I’m making a user interface where people can draw a lasso select on an image, and I want to see if certain points in the image are within that lasso select. Now that I think about it, I could probably have done some form of polygon membership test (e.g. raycasting) for each of the points that I wanted to check, with the points of the lasso forming the polygon, but that has a few problems. One of them is that the ends of the lasso can overlap, but that can be handled by e.g. a convex hull. In fact, I may end up doing that, because the current approach has the problem that it can’t handle an arbitrarily-shaped lasso selection.

What I ended up doing as a first cut, however, has some other useful properties.
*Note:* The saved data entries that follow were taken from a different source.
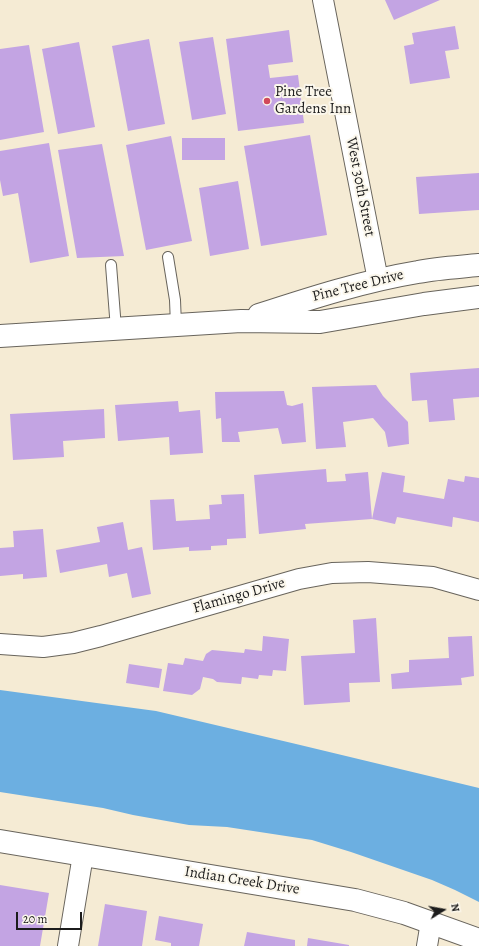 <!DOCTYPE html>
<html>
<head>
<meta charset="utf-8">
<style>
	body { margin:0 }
	#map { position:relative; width:479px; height:946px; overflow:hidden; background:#f5ebd4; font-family:Alegreya,serif }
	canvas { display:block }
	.north { position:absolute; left:423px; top:890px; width:40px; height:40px; -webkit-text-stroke:3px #fbf7ec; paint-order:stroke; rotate:79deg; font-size:11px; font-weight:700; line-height:16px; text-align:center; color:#1c1c1c }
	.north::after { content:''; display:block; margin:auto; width:14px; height:18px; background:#1c1c1c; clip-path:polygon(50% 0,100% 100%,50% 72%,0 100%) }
	.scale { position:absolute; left:16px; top:912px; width:66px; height:18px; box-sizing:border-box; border:2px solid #1c1c1c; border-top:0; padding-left:5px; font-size:12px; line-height:14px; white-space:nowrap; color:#1c1c1c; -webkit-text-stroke:3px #fbf7ec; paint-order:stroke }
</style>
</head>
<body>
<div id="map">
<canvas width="479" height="946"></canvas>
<div class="north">N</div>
<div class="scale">20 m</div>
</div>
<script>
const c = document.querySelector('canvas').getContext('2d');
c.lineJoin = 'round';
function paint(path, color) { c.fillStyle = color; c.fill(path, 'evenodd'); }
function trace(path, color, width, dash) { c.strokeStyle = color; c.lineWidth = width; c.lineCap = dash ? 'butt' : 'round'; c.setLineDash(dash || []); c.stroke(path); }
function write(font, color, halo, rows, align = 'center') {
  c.font = font + ' Alegreya,serif'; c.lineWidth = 4; c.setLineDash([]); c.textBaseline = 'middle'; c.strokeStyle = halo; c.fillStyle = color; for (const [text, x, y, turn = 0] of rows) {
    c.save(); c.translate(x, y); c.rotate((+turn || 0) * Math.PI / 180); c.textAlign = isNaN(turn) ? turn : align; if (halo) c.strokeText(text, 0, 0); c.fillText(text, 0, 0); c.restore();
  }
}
const water = new Path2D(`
	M 0,690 L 156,711 L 296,744 L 479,788 L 479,902 L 455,890 L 432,880 L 351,852 L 312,840 L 227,827 L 189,825 L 133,815 L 103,808 L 0,792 Z`);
const building = new Path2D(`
	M 385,0 L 440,0 L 394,20 Z
	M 455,26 L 459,49 L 445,51 L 450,78 L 410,84 L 404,46 L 414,44 L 412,33 Z
	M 289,30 L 293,62 L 268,65 L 270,78 L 298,75 L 304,123 L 238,131 L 226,39 Z
	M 213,37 L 226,114 L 192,120 L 179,42 Z
	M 149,39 L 165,124 L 128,131 L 112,46 Z
	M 79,42 L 95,127 L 58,134 L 42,49 Z
	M 29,45 L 44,132 L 0,140 L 0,49 Z
	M 310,135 L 327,235 L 261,246 L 244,146 Z
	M 171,136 L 192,241 L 146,250 L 126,145 Z
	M 182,138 L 225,138 L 225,160 L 182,160 Z
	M 49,143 L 69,256 L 30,263 L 18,193 L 3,196 L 0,180 L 0,151 Z
	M 102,144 L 124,256 L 77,258 L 58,150 Z
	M 479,173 L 479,210 L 419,214 L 416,177 Z
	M 238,181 L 249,249 L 210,256 L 199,188 Z
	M 479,368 L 479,397 L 453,399 L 455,420 L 429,422 L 427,400 L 412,401 L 410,373 Z
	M 376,385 L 383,396 L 408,422 L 409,444 L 388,447 L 385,432 L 373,418 L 343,422 L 346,447 L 316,449 L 312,387 Z
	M 284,391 L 287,405 L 292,406 L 303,403 L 306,442 L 282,444 L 278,428 L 238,432 L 240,442 L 222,442 L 221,418 L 216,419 L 215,392 Z
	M 178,401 L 179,412 L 200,410 L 203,453 L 170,455 L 169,437 L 118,441 L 115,405 Z
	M 104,409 L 105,438 L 63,441 L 64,457 L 13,460 L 10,414 Z
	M 326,469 L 327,482 L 346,481 L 345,474 L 368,472 L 372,519 L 382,472 L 405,476 L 403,492 L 444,499 L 448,479 L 464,482 L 465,476 L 479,478 L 479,522 L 453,517 L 452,527 L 397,517 L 395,524 L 372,519 L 305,524 L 306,529 L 259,534 L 254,475 Z
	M 244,494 L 246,538 L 227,539 L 227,545 L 211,546 L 211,550 L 189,551 L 189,547 L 153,550 L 150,500 L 174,499 L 176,521 L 210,519 L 209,505 L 222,504 L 221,495 Z
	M 123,522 L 128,550 L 142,547 L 151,594 L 132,598 L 127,573 L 109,577 L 107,564 L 60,573 L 56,550 L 100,542 L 97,527 Z
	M 43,529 L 47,577 L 23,579 L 23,574 L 0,576 L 0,548 L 14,547 L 13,531 Z
	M 376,618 L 380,682 L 349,683 L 350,702 L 304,705 L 301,656 L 355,653 L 353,620 Z
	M 263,636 L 289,639 L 286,671 L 273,670 L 272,676 L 259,675 L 258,679 L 242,677 L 241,684 L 217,682 L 213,679 L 203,677 L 200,689 L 192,695 L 163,691 L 168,663 L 183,665 L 185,658 L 203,661 L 206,654 L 212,650 L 244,653 L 245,649 L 262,651 Z
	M 472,636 L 474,676 L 461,678 L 462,685 L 392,689 L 391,674 L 409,672 L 409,660 L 449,658 L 448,637 Z
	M 129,664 L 162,669 L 159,688 L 126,683 Z
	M 0,885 L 49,893 L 40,946 L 0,946 Z
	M 105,904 L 147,911 L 142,946 L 98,946 Z
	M 159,916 L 203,924 L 199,946 L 171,946 L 171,943 L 155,940 Z
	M 247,932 L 295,940 L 295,946 L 244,946 Z
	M 308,938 L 349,945 L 349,946 L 307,946 Z`);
const service = new Path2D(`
	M 168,257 L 175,300 L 176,325
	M 111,265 L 116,329`);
const minor = new Path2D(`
	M 323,0 L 378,280
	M 0,644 L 43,647 L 73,643 L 101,636 L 299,579 L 332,573 L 368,572 L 433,577 L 479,590
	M 68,946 L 83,855
	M 427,946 L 431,922`);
const secondary = new Path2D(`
	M 259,315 C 311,298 364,281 418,272 C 438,268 459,267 479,265
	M 0,336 L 241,321 L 320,322 L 424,304 L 479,297`);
const primary = new Path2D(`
	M 0,841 L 355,900 L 404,913 L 479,940`);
const markers = [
	[267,101,4,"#d1495b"]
];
const poiNames = [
	["Pine Tree",275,92],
	["Gardens Inn",275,109]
];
const streetNames = [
	["West 30th Street",360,187,79],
	["Pine Tree Drive",358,286,-14],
	["Flamingo Drive",239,596,-16],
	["Indian Creek Drive",242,881,9]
];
paint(water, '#6cafe1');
paint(building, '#c3a4e3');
trace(service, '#68645c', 12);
trace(minor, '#68645c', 22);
trace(secondary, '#68645c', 24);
trace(primary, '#68645c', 24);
trace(service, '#fff', 10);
trace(minor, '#fff', 20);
trace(secondary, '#fff', 22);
trace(primary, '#fff', 22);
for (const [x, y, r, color] of markers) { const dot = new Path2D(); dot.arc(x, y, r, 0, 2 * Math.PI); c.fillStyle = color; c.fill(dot); trace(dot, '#fbf7ec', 1.5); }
write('15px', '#1c1c1c', '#fbf7ec', poiNames, 'left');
write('15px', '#1c1c1c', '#fbf7ec', streetNames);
</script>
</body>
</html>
I had the software find a minimum enclosing ellipse of the points for the lasso selection, and then tested the points I wanted checked to see if they were inside the ellipse.

 

def min_bounding_oval(points, tolerance=0.01):
  #Create a numpy 2xN matrix from a list of 2D points
  P = np.matrix(points).T

  # Pseudocode from https:#stackoverflow.com/questions/1768197/bounding-ellipse
  # Pythonificiation by me
  # Input: A 2xN matrix P storing N 2D points 
  #        and tolerance = tolerance for error.
  # Output: The equation of the ellipse in the matrix form, 
  #         i.e. a 2x2 matrix A and a 2x1 vector C representing 
  #         the center of the ellipse.

  # Dimension of the points
  d = 2;   
  # Number of points
  N = len(points);  

  # Add a row of 1s to the 2xN matrix P - so Q is 3xN now.
  Q = np.vstack([P,np.ones((1,N))]) 

  # Initialize
  count = 1;
  err = 1;
  #u is an Nx1 vector where each element is 1/N
  u = (1.0/N) * np.ones((N,1))

  # Khachiyan Algorithm
  while err > tolerance:
    # Matrix multiplication: 
    X = Q * np.diagflat(u) * Q.T

    M = np.diagonal(Q.T * X.I * Q)

    # Find the value and location of the maximum element in the vector M
    maximum = M.max()
    j = np.argmax(M);

    # Calculate the step size for the ascent
    step_size = (maximum - d -1)/((d+1)*(maximum-1));

    # Calculate the new_u:
    # Take the vector u, and multiply all the elements in it by (1-step_size)
    new_u = (1 - step_size) * u ;

    # Increment the jth element of new_u by step_size
    new_u[j] = new_u[j] + step_size;

    # Store the error by taking finding the square root of the SSD 
    # between new_u and u
    err = math.sqrt(((new_u - u)**2).sum());
    
    # Increment count and replace u
    count = count + 1;
    u = new_u;

  # Put the elements of the vector u into the diagonal of a matrix
  # U with the rest of the elements as 0
  U = np.diagflat(u);

  # Compute the A-matrix
  A = (1.0/d) * (P * U * P.T - (P * u)*(P*u).T ).I

  # And the center,
  c = P * u

  return [A, c]

That gets me A, a 2×2 matrix representing the ellipse and c, a 2×1 matrix representing the center of the ellipse.

To check if a point is in the ellipse, some fiddling has to be done to A.

  
#Convert A to a whitening matrix (W = A**-1/2)
w, v = np.linalg.eig(A)
D = np.diagflat(w)
W = v * np.sqrt(D) * v.I

#Subtract the center of the ellipse and use the whitening matrix
#tag_x and tag_y are the x and y positions of the point to check
p = np.matrix([[tag_x],[tag_y]])
p_center = p - c
p_white = W * p_center

#Check if the whitened point is in the ellipse
if np.linalg.norm(p_white) <= 1:
     return True #or whatever you want to do with it

Note that I haven’t proven this code correct or anything, just run it and had it work for me.